▸ Data for review:
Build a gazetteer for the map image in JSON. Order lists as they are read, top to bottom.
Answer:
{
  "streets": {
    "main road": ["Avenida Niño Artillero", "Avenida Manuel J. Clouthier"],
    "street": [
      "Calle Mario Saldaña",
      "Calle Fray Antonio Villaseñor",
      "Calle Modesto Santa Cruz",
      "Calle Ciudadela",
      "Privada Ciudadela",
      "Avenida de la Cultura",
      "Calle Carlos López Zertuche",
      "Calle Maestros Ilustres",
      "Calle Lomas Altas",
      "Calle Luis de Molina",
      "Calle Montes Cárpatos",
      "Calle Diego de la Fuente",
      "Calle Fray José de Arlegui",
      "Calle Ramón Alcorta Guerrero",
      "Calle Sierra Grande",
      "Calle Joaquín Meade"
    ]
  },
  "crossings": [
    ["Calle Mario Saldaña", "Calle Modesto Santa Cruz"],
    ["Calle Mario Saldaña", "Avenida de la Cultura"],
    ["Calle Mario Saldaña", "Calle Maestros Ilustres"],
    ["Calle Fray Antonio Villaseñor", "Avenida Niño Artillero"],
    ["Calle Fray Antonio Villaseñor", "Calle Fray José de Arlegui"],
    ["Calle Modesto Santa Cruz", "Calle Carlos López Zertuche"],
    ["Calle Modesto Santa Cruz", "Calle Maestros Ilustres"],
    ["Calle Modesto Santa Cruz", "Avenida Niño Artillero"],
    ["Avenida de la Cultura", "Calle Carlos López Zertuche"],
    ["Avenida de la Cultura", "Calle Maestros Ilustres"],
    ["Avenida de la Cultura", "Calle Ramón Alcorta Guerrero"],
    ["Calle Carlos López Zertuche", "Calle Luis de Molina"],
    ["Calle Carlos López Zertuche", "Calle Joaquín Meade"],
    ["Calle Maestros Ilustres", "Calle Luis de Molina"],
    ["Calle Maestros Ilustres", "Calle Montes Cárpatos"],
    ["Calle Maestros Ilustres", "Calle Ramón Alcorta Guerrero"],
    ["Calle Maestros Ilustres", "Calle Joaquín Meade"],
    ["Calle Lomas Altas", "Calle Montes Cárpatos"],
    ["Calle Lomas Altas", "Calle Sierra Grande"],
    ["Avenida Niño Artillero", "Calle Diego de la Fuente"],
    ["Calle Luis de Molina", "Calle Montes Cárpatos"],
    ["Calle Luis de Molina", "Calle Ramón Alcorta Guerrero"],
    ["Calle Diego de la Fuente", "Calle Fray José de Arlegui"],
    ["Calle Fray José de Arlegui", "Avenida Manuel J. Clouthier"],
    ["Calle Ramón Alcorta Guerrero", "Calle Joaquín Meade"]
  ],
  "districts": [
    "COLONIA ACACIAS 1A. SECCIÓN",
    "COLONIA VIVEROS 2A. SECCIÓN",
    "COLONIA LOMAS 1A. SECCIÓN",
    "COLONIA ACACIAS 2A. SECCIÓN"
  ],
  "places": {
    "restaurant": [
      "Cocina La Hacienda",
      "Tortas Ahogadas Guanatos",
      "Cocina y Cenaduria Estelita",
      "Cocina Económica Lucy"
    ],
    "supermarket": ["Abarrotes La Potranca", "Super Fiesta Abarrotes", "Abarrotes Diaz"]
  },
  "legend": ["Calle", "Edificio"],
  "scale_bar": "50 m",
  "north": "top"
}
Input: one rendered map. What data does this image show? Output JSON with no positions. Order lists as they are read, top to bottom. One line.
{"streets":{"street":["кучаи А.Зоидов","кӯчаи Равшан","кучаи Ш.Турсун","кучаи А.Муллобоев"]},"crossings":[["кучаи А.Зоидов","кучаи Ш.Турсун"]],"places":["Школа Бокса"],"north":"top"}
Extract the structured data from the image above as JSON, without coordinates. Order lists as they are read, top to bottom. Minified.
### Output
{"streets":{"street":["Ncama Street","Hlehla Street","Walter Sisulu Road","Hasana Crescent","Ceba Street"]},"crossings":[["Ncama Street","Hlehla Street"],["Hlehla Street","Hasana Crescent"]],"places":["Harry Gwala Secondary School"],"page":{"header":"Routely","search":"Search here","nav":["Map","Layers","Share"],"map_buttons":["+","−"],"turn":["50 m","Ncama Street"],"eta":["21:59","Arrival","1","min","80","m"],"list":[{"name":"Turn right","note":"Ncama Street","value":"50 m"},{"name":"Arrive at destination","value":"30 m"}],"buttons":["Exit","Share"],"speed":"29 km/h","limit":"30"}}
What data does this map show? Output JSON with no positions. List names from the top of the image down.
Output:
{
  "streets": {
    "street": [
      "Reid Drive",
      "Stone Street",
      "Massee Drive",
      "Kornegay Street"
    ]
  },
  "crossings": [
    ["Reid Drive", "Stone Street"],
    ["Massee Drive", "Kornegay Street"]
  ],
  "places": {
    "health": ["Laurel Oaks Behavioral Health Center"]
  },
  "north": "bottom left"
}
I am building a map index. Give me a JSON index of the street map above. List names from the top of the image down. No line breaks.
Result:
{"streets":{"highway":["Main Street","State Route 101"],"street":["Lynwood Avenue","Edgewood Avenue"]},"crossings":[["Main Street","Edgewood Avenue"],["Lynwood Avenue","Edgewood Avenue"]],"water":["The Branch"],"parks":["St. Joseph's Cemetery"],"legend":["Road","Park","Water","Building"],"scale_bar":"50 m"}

▸ Task directions:
Return every record above exactly as written.

▸ Exercise output:
Build a gazetteer for the map image in JSON. Order lists as they are read, top to bottom.
Answer:
{
  "streets": {
    "main road": ["Avenida Niño Artillero", "Avenida Manuel J. Clouthier"],
    "street": [
      "Calle Mario Saldaña",
      "Calle Fray Antonio Villaseñor",
      "Calle Modesto Santa Cruz",
      "Calle Ciudadela",
      "Privada Ciudadela",
      "Avenida de la Cultura",
      "Calle Carlos López Zertuche",
      "Calle Maestros Ilustres",
      "Calle Lomas Altas",
      "Calle Luis de Molina",
      "Calle Montes Cárpatos",
      "Calle Diego de la Fuente",
      "Calle Fray José de Arlegui",
      "Calle Ramón Alcorta Guerrero",
      "Calle Sierra Grande",
      "Calle Joaquín Meade"
    ]
  },
  "crossings": [
    ["Calle Mario Saldaña", "Calle Modesto Santa Cruz"],
    ["Calle Mario Saldaña", "Avenida de la Cultura"],
    ["Calle Mario Saldaña", "Calle Maestros Ilustres"],
    ["Calle Fray Antonio Villaseñor", "Avenida Niño Artillero"],
    ["Calle Fray Antonio Villaseñor", "Calle Fray José de Arlegui"],
    ["Calle Modesto Santa Cruz", "Calle Carlos López Zertuche"],
    ["Calle Modesto Santa Cruz", "Calle Maestros Ilustres"],
    ["Calle Modesto Santa Cruz", "Avenida Niño Artillero"],
    ["Avenida de la Cultura", "Calle Carlos López Zertuche"],
    ["Avenida de la Cultura", "Calle Maestros Ilustres"],
    ["Avenida de la Cultura", "Calle Ramón Alcorta Guerrero"],
    ["Calle Carlos López Zertuche", "Calle Luis de Molina"],
    ["Calle Carlos López Zertuche", "Calle Joaquín Meade"],
    ["Calle Maestros Ilustres", "Calle Luis de Molina"],
    ["Calle Maestros Ilustres", "Calle Montes Cárpatos"],
    ["Calle Maestros Ilustres", "Calle Ramón Alcorta Guerrero"],
    ["Calle Maestros Ilustres", "Calle Joaquín Meade"],
    ["Calle Lomas Altas", "Calle Montes Cárpatos"],
    ["Calle Lomas Altas", "Calle Sierra Grande"],
    ["Avenida Niño Artillero", "Calle Diego de la Fuente"],
    ["Calle Luis de Molina", "Calle Montes Cárpatos"],
    ["Calle Luis de Molina", "Calle Ramón Alcorta Guerrero"],
    ["Calle Diego de la Fuente", "Calle Fray José de Arlegui"],
    ["Calle Fray José de Arlegui", "Avenida Manuel J. Clouthier"],
    ["Calle Ramón Alcorta Guerrero", "Calle Joaquín Meade"]
  ],
  "districts": [
    "COLONIA ACACIAS 1A. SECCIÓN",
    "COLONIA VIVEROS 2A. SECCIÓN",
    "COLONIA LOMAS 1A. SECCIÓN",
    "COLONIA ACACIAS 2A. SECCIÓN"
  ],
  "places": {
    "restaurant": [
      "Cocina La Hacienda",
      "Tortas Ahogadas Guanatos",
      "Cocina y Cenaduria Estelita",
      "Cocina Económica Lucy"
    ],
    "supermarket": ["Abarrotes La Potranca", "Super Fiesta Abarrotes", "Abarrotes Diaz"]
  },
  "legend": ["Calle", "Edificio"],
  "scale_bar": "50 m",
  "north": "top"
}
Input: one rendered map. What data does this image show? Output JSON with no positions. Order lists as they are read, top to bottom. One line.
{"streets":{"street":["кучаи А.Зоидов","кӯчаи Равшан","кучаи Ш.Турсун","кучаи А.Муллобоев"]},"crossings":[["кучаи А.Зоидов","кучаи Ш.Турсун"]],"places":["Школа Бокса"],"north":"top"}
Extract the structured data from the image above as JSON, without coordinates. Order lists as they are read, top to bottom. Minified.
### Output
{"streets":{"street":["Ncama Street","Hlehla Street","Walter Sisulu Road","Hasana Crescent","Ceba Street"]},"crossings":[["Ncama Street","Hlehla Street"],["Hlehla Street","Hasana Crescent"]],"places":["Harry Gwala Secondary School"],"page":{"header":"Routely","search":"Search here","nav":["Map","Layers","Share"],"map_buttons":["+","−"],"turn":["50 m","Ncama Street"],"eta":["21:59","Arrival","1","min","80","m"],"list":[{"name":"Turn right","note":"Ncama Street","value":"50 m"},{"name":"Arrive at destination","value":"30 m"}],"buttons":["Exit","Share"],"speed":"29 km/h","limit":"30"}}
What data does this map show? Output JSON with no positions. List names from the top of the image down.
Output:
{
  "streets": {
    "street": [
      "Reid Drive",
      "Stone Street",
      "Massee Drive",
      "Kornegay Street"
    ]
  },
  "crossings": [
    ["Reid Drive", "Stone Street"],
    ["Massee Drive", "Kornegay Street"]
  ],
  "places": {
    "health": ["Laurel Oaks Behavioral Health Center"]
  },
  "north": "bottom left"
}
I am building a map index. Give me a JSON index of the street map above. List names from the top of the image down. No line breaks.
Result:
{"streets":{"highway":["Main Street","State Route 101"],"street":["Lynwood Avenue","Edgewood Avenue"]},"crossings":[["Main Street","Edgewood Avenue"],["Lynwood Avenue","Edgewood Avenue"]],"water":["The Branch"],"parks":["St. Joseph's Cemetery"],"legend":["Road","Park","Water","Building"],"scale_bar":"50 m"}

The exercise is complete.